Exercise prompt: The lines you need are those holding the word "their"; pull them from the material.
*** Data shown ***
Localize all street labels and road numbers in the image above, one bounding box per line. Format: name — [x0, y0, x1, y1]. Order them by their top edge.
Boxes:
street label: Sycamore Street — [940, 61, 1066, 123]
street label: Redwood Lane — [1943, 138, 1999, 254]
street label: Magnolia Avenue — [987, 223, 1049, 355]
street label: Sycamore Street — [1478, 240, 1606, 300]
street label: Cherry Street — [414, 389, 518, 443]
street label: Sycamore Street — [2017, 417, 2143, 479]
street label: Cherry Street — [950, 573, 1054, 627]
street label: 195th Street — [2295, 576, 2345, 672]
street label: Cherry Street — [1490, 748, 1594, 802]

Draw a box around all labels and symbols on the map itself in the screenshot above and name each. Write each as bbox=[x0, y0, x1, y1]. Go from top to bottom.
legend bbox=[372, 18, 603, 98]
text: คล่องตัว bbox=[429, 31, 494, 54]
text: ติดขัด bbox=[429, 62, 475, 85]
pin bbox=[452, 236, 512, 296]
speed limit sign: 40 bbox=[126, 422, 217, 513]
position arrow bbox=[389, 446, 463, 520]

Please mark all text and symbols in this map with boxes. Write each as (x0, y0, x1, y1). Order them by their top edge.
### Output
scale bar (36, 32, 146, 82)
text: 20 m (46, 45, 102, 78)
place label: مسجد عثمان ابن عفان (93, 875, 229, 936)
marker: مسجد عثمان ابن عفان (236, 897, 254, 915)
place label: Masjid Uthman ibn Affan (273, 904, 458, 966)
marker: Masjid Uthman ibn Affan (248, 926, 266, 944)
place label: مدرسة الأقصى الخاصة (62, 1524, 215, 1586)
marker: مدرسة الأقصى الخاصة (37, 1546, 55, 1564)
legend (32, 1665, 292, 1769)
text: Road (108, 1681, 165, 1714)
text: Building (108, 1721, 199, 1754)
***
Written solution:
Localize all street labels and road numbers in the image above, one bounding box per line. Format: name — [x0, y0, x1, y1]. Order them by their top edge.
Please mark all text and symbols in this map with boxes. Write each as (x0, y0, x1, y1). Order them by their top edge.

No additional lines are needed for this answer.